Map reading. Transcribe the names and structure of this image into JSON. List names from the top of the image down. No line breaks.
···
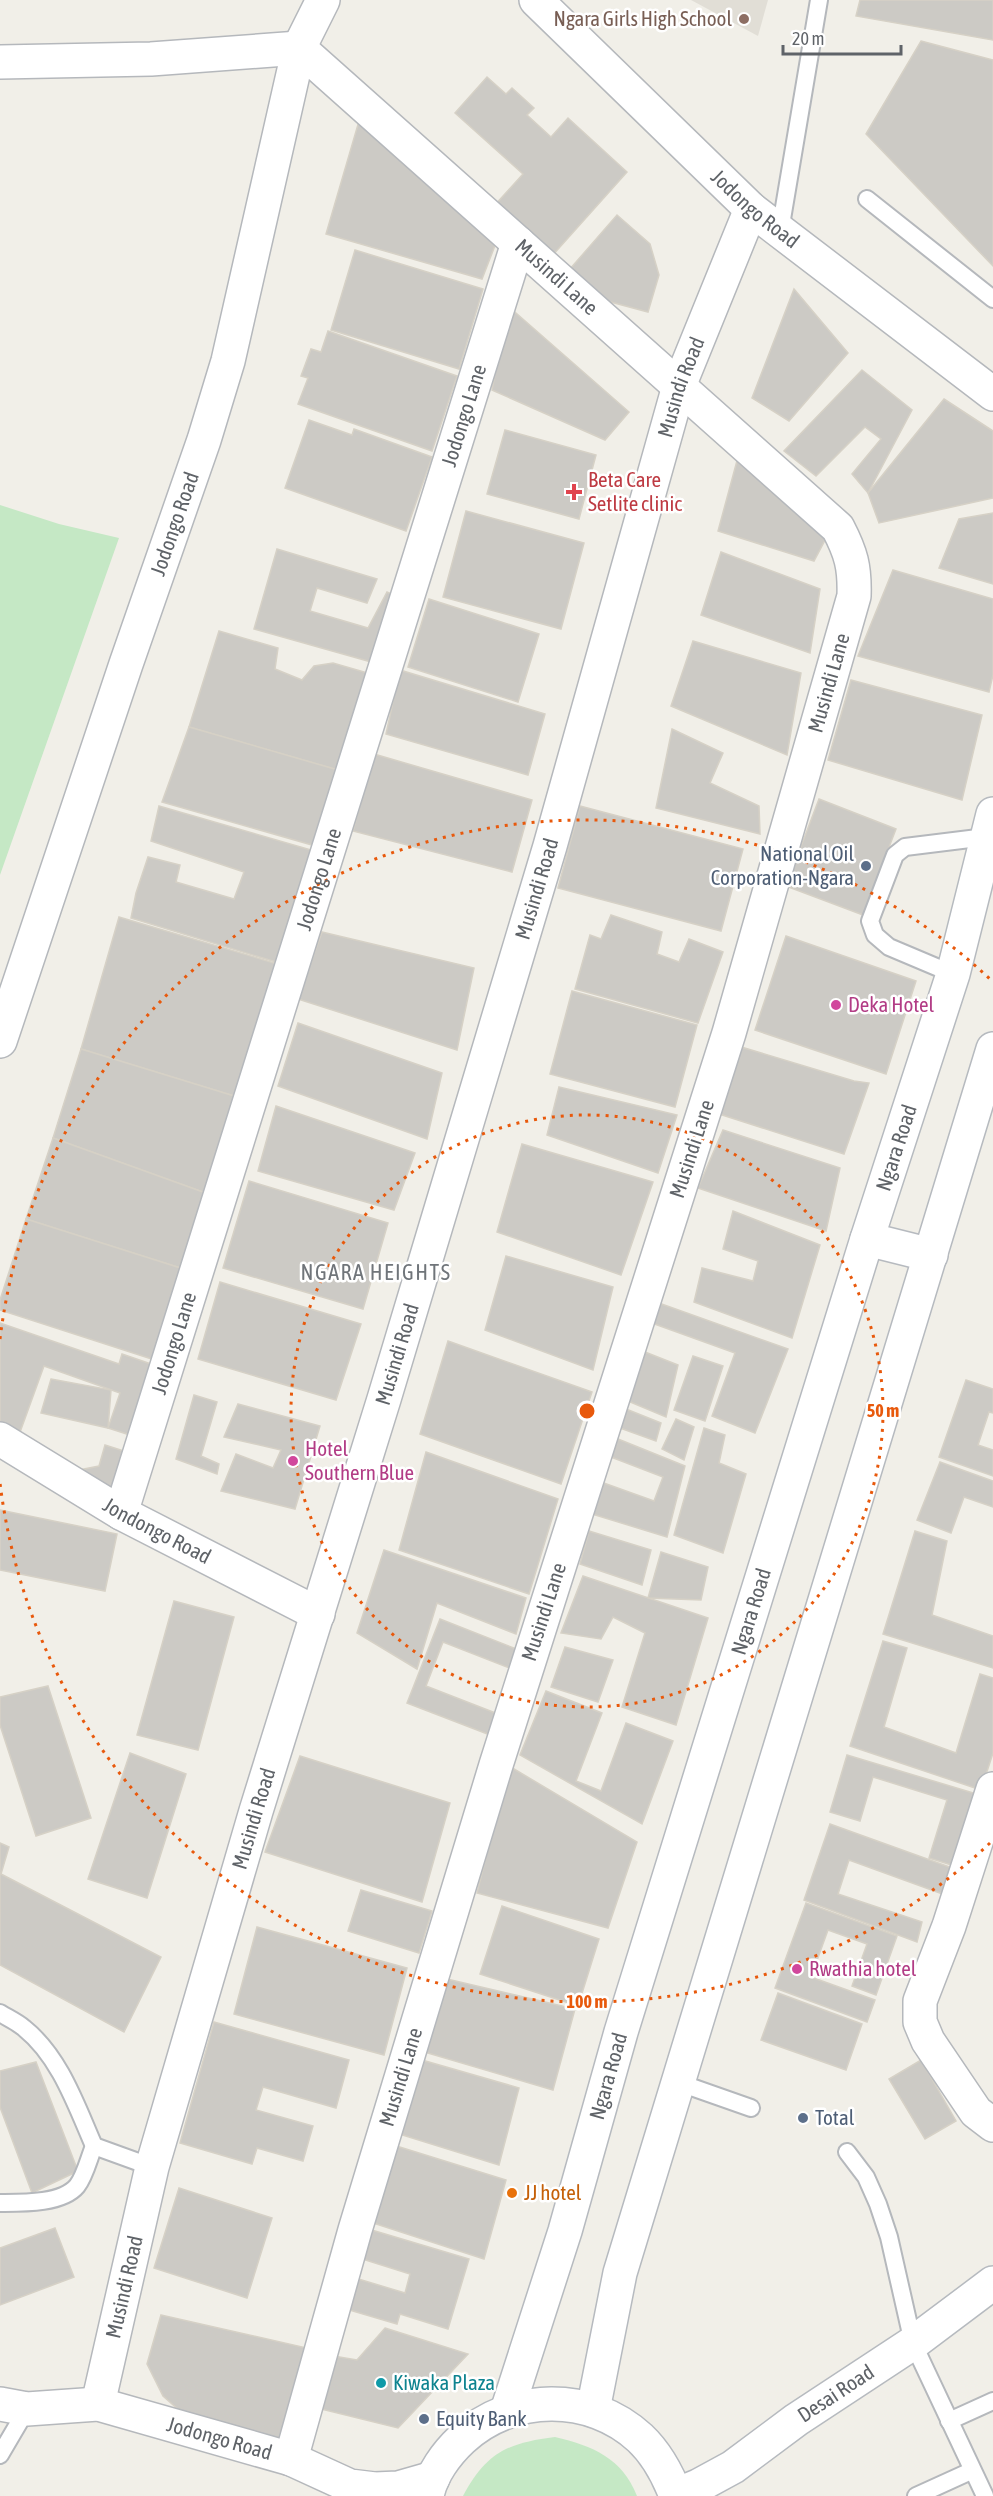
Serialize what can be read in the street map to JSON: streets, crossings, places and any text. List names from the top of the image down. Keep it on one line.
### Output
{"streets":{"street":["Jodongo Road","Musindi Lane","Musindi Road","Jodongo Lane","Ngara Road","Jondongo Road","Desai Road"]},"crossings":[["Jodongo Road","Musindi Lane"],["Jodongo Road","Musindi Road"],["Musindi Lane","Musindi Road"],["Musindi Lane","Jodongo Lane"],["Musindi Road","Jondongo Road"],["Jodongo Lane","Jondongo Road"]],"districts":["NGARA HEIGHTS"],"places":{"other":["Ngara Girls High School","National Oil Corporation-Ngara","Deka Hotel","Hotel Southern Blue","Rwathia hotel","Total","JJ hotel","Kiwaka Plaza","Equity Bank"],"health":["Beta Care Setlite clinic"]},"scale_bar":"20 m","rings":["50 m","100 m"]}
···
INSTRUCTIONS TO FOLLOW -
Using the records, work out how many lines include "down", and reply with that number alone.

RESPONSE AREA -
2